Hi all,

I've been working on a specific set of primers for the last couple of months. Previously I was getting a VERY faint band on an 2.2% agarose, just in the region of my required product.

I decided to further optimise my PCR by trying to increase some primer conc, dNTPs and also TAQ.

I increased my volume from 25 to 50microL.

Since i increased my volume (obviously keeping the same concns), i have discovered that neither my faint products nor an excess primers show up. Prmers show up only in the CN and the diluted DNA of 1:100.

Could it be that the reaction is taking place, and that is the reason that my primers disappeared?

If so, how come my product is not showing?
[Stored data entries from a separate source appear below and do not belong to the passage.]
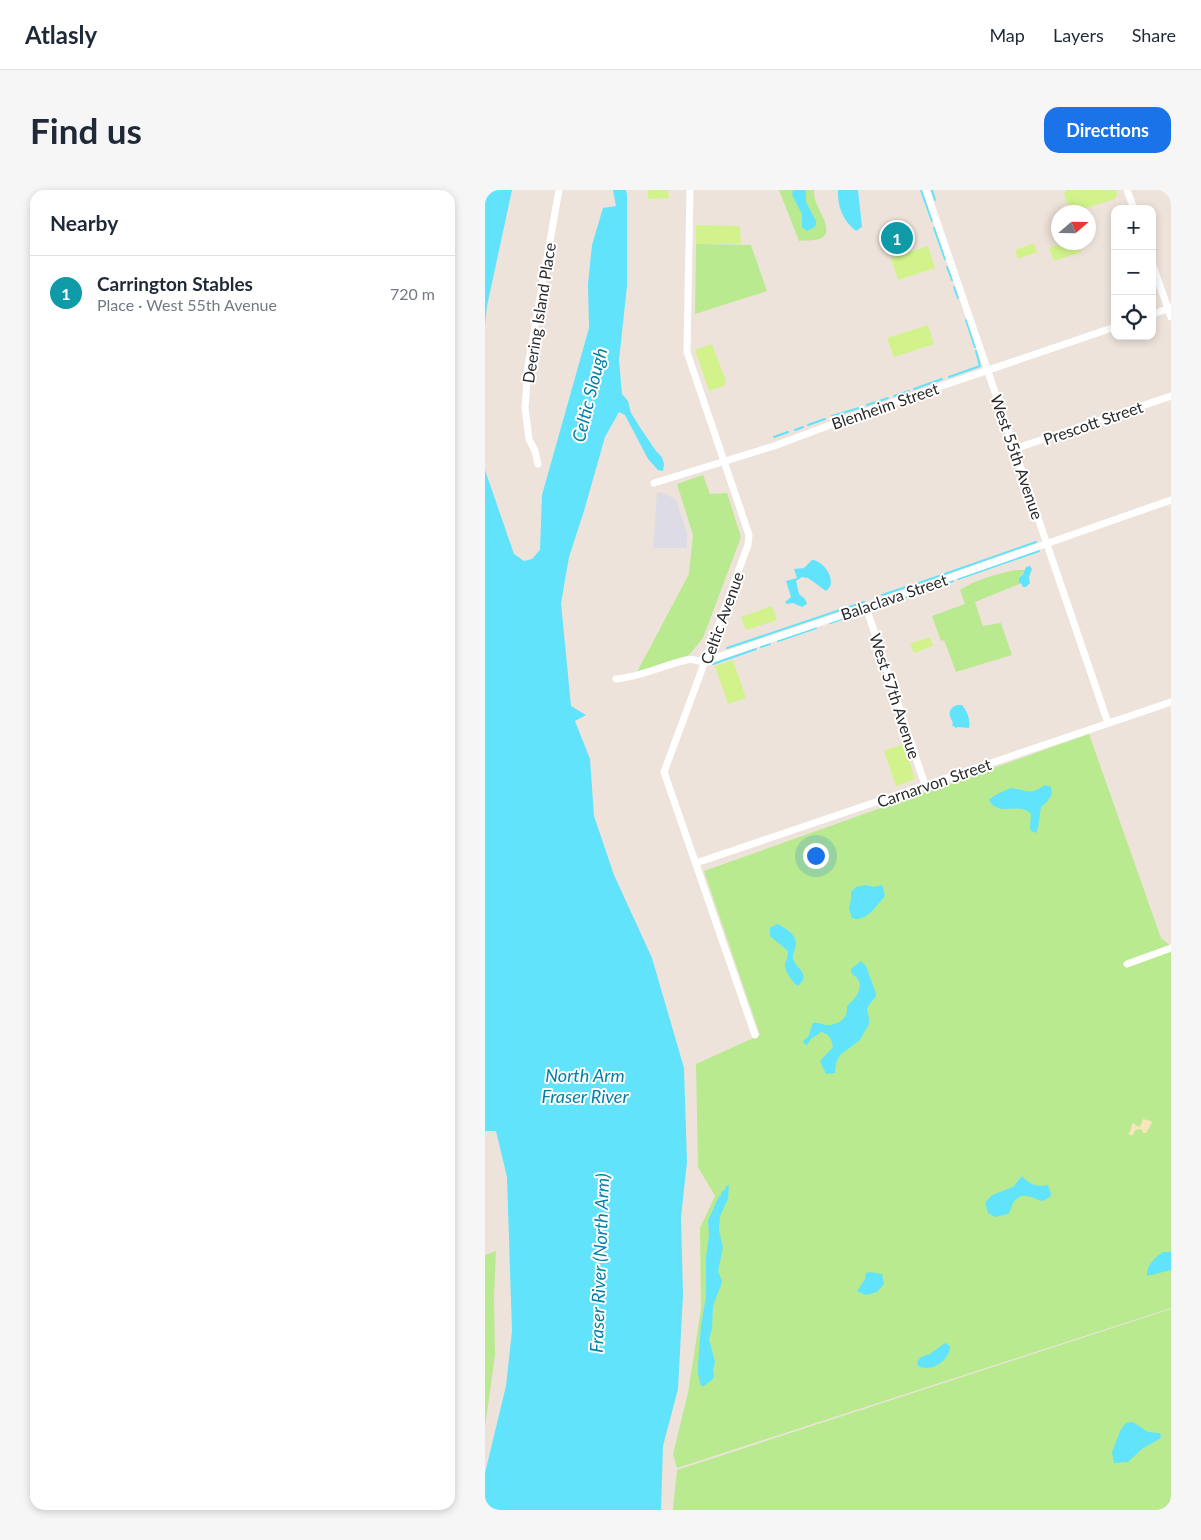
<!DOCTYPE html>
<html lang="en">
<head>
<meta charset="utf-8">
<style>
  body { margin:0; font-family:Lato,sans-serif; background:#f6f6f7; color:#1f2937 }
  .controls { position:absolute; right:15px; top:15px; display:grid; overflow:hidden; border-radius:10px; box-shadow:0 2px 8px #0003 }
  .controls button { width:45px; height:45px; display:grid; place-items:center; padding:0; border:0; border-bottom:1px solid #e0e1e3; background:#fff; color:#1f2937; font:25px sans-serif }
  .compass { position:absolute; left:566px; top:15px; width:45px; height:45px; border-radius:50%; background:#fff; box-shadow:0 2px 8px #0003; rotate:70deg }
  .you { position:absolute; left:330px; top:665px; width:18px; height:18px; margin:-12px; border:4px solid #fff; border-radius:50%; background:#1a73e8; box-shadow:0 0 0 8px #1a73e833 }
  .badge { display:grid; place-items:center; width:32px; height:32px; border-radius:50%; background:#1a73e8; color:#fff; font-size:16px; font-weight:700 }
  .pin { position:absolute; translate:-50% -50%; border:2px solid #fff; box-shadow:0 1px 5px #0006 }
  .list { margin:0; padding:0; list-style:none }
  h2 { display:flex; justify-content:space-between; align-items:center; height:65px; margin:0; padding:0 20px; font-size:21px }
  h2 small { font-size:16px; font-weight:400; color:#747a83 }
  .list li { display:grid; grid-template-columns:32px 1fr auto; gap:15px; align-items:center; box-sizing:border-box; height:75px; padding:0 20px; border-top:1px solid #e0e1e3 }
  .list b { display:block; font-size:19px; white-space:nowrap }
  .list p { margin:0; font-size:16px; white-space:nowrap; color:#747a83 }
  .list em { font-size:16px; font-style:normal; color:#747a83 }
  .icon { flex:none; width:28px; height:28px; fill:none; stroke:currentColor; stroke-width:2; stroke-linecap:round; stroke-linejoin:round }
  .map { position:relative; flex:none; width:686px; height:1320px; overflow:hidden; border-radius:15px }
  header { display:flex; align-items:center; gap:30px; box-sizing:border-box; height:70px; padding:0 25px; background:#fff; border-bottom:1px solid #e0e1e3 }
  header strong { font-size:24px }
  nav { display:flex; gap:28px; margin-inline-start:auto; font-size:18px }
  .intro { display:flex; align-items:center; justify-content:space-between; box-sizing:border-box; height:120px; padding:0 30px }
  h1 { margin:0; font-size:35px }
  .button { padding:12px 22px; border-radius:15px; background:#1a73e8; color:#fff; font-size:18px; font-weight:700 }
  main { display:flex; gap:30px; padding:0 30px }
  aside { flex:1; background:#fff; border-radius:15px; box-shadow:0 2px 8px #0003 }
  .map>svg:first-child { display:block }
  .industrial { fill:#dddbe5 }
  .green { fill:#b9ea90 }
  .sand { fill:#f6e6b9 }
  .pitch { fill:#d2f38b }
  .water { fill:#61e3fb }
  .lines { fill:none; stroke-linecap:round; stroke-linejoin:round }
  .stream { stroke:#61e3fb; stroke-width:2 }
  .minor { stroke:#fff; stroke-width:7 }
  .tertiary { stroke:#fff; stroke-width:9 }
  .labels { text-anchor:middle; stroke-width:4; stroke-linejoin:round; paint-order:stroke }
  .street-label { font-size:16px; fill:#2a2a2a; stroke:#fff }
  .water-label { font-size:18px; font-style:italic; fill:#0080a7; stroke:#fff }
</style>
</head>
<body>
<header>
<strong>Atlasly</strong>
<nav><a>Map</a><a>Layers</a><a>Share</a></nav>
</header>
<div class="intro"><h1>Find us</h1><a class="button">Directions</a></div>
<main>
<aside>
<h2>Nearby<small></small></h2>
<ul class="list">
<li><span class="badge" style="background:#0f9aa8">1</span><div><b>Carrington Stables</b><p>Place · West 55th Avenue</p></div><em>720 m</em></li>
</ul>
</aside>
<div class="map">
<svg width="686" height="1320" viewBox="0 0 686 1320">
  <rect width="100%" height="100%" fill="#eee3da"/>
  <!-- industrial -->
  <path class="industrial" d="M172,302L179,303L191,310L202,343V358H168Z"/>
  <!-- green -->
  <g class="green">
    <path d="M294,0H329C329,4 329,8 331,12C333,20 349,40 337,48C332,51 321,50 314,51Z"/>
    <path d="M211,54L266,55L282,101L210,124Z"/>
    <path d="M218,285L225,304L242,303L256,347L218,448L204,465L152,482L204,384L208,345L192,294Z"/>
    <path d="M531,380H540L534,388V394L490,412L498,436L516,433L527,465L471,482L459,450L456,451L447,426L480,414L475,400C491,389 512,384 531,380Z"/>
    <path d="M604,544L676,748L686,756V1118L192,1278L188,1264L203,1203L216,1119L215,1038L230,1006L213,977L211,874L275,845L219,681Z"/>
    <path d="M11,1061L9,1107L10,1165L0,1237V1065Z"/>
    <path d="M686,1119V1320H188L192,1280Z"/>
  </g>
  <!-- sand -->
  <path class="sand" d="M658,929L666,931L667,933L661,943H658L656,939L650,940L648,945H644V943C647,939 645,936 648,933L652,936L655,937Z"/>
  <!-- pitch -->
  <g class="pitch">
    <path d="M163,0H183L184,8L163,9Z"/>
    <path d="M581,0H631L632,5L630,9L588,22L585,21L579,4Z"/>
    <path d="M211,35L255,36L256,54H211Z"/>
    <path d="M582,52L593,53L596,62L569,71L564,58Z"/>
    <path d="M549,53L552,62L533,69L530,60Z"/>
    <path d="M443,56L450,78L413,90L406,68Z"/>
    <path d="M443,135L449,154L409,167L402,148Z"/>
    <path d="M227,154L241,191L239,196L224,201L210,160Z"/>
    <path d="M287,416L292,430L261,440L256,427Z"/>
    <path d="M445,447L448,456L429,463L425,454Z"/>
    <path d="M248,470L261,508L243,514L230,476Z"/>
    <path d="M419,554L430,589L411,596L399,561Z"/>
  </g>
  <!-- water -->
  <g class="water">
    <path d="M0,0H27L2,116L0,135Z"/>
    <path d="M128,0H141L142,5V96L134,170L137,204L143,211L146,223L156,239L171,261L177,267L179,274L178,281L173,280L163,269L140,225L134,222L120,247L99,321L84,367L76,413L86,516L101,525L90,531L105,569L109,626L129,685L167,768L199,878L202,972L196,1027L198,1105L193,1199L178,1256L176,1320H0V1283L21,1196L27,1141L22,987L11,941H0V280L29,364L39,371L47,369L55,360L57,305L104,138L103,94L107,55L118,18L131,16Z"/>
    <path d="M308,0H321V12L331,31V35L328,38L322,41L317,37V24L307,5Z"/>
    <path d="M353,0H373L377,37L371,41C358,31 352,16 353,0Z"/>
    <path d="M327,370C339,370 354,393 341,401L323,388L317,387L311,391L314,404L320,409L322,414L317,417L308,413L302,414L300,412L306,407L301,391L312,388L309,379L319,378Z"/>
    <path d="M545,376L547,379L544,387L545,393L541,397H538L536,393L534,394V388L538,384L541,377Z"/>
    <path d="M472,515H477C482,521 486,530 484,538L473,537L471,538L467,535L468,533C464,525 462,519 472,515Z"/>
    <path d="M560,595L566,597L567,604L562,612L556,617L553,638L551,643L546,641L545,637L546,624C533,611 514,628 504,610C507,606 521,600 526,598C543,600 544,606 560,595Z"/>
    <path d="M381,695L389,697L396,695L398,697L400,706C391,716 381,733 367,728L364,719L366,709V702L371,697Z"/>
    <path d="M292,734C299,737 311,744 311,753C311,759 307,763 308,769C311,779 327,784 313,796C308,793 299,781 300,774C302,769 303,766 303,761L285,746V738Z"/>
    <path d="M376,771L381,776L391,804L390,808C376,823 385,818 384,834L375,850L355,865L351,873L350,883L341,884L335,871L348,857C347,850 344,843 336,842L326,849L321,856L318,851L323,847L328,833C335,832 339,836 344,835C355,834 363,828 362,816C369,810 380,798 372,788C368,784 366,785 366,779Z"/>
    <path d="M537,986C545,995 552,997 563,995L566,1004L565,1007L558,1011C547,1009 538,999 528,1013C526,1017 526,1020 523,1024L510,1027L503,1023L500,1013L507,1005L528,997Z"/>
    <path d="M244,995L243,1009L235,1026L234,1041L238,1057L233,1081L237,1091L236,1095L228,1116L227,1139L224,1149L230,1172L228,1180L229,1186L228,1189L219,1196H216L213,1184V1175L216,1135L221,1107V1068L224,1045L223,1031L233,1008L236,1005V1002L241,999L240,997Z"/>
    <path d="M678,1062H686V1080L662,1086C661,1076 669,1068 678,1062Z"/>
    <path d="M385,1082L397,1084L399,1094L392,1102L381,1105L373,1102V1100L380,1089L381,1083Z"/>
    <path d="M460,1153L465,1156C465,1170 447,1183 433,1176L432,1172L436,1167L445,1164Z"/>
    <path d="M648,1232L663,1242L675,1243L676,1248L657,1259L643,1272L629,1273L627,1262L636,1239L641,1233Z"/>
  </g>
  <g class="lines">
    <!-- stream -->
    <g class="stream">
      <path d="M436,0L447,31"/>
      <path d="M447,0L450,10"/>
      <path d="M449,38L460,69"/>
      <path d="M462,77L467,90"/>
      <path d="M469,97L473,108"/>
      <path d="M481,130L490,157"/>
      <path d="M464,187L495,176L491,161"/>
      <path d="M429,199L457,189"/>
      <path d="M409,206L424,201"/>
      <path d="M382,215L403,208"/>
      <path d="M347,226L374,218"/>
      <path d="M323,235L340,229"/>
      <path d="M310,240L318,237"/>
      <path d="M289,247L303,242"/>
      <path d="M473,389L554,361"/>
      <path d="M434,393L551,352"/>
      <path d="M454,396L468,391"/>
      <path d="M397,405L421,397"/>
      <path d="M390,418L447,398"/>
      <path d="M345,433L377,422"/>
      <path d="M293,451L331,438"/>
      <path d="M276,457L285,454"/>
      <path d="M242,458L379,412"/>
      <path d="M228,474L271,459"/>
    </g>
    <!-- minor -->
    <g class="minor">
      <path d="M205,0L202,162L264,345L263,355L179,582L270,845"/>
      <path d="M441,0L623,533"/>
      <path d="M642,0L649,19"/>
      <path d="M667,73L686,127"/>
      <path d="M667,124L683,119"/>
      <path d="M529,259L686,206"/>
      <path d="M53,274L50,261L44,249L40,218L43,176L74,0"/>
      <path d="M169,293L289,256L380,222L630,137"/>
      <path d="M381,417L440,595"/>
      <path d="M131,489C156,487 178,475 202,470C209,468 214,473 221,471L381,417L686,310"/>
      <path d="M211,673L686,512"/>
      <path d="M642,774L686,758"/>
    </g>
    <!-- tertiary -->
    <path class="tertiary" d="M683,119L686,118"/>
  </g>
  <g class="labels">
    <!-- street labels -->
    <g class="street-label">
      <text transform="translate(54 123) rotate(-81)" y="6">Deering Island Place</text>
      <text transform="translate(400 216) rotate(-19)" y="6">Blenheim Street</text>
      <text transform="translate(608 233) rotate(-19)" y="6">Prescott Street</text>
      <text transform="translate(532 267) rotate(71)" y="6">West 55th Avenue</text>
      <text transform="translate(409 407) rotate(-19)" y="6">Balaclava Street</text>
      <text transform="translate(237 428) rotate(-70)" y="6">Celtic Avenue</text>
      <text transform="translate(410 506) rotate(72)" y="6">West 57th Avenue</text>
      <text transform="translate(449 593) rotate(-19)" y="6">Carnarvon Street</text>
    </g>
    <!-- water labels -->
    <g class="water-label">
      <text transform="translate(105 205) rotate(-76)" y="6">Celtic Slough</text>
      <text x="100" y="892">North Arm<tspan x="100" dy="21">Fraser River</tspan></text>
      <text transform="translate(115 1073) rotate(-88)" y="6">Fraser River (North Arm)</text>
    </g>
  </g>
</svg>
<div class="controls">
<button>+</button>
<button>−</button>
<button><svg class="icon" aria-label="locate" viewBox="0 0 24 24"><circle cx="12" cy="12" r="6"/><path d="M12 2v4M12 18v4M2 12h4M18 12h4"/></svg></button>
</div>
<svg class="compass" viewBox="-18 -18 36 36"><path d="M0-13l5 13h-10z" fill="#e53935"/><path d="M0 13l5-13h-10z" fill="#747a83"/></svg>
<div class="you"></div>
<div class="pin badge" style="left:412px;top:48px;background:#0f9aa8">1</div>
</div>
</main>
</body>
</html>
Is there a way how maybe i can increase the efficiency of ethidium bromide in agarose?

Regards

i bet your PCR product is very small since you are running a 2.2% agrose gel.
then you put EB in your gel, and that is what I will not recommended, since your DNA goes to the anode while the EB goes to the cathode, your small DNA may probably miss the EB and will not get stained. An after-run stain or put EB in the running buffer will be good.
to check this out, stop your electrophoresis before the front of the dye gets the middle of the gel, you should be able to see your primers (if over amount used) and DNAs (if any PCR products).

let me see if i understood correctly...

your suggesting that i run my pcr product over a 2.2% gell with EtBr, together with EtBR in the buffering slution as wel?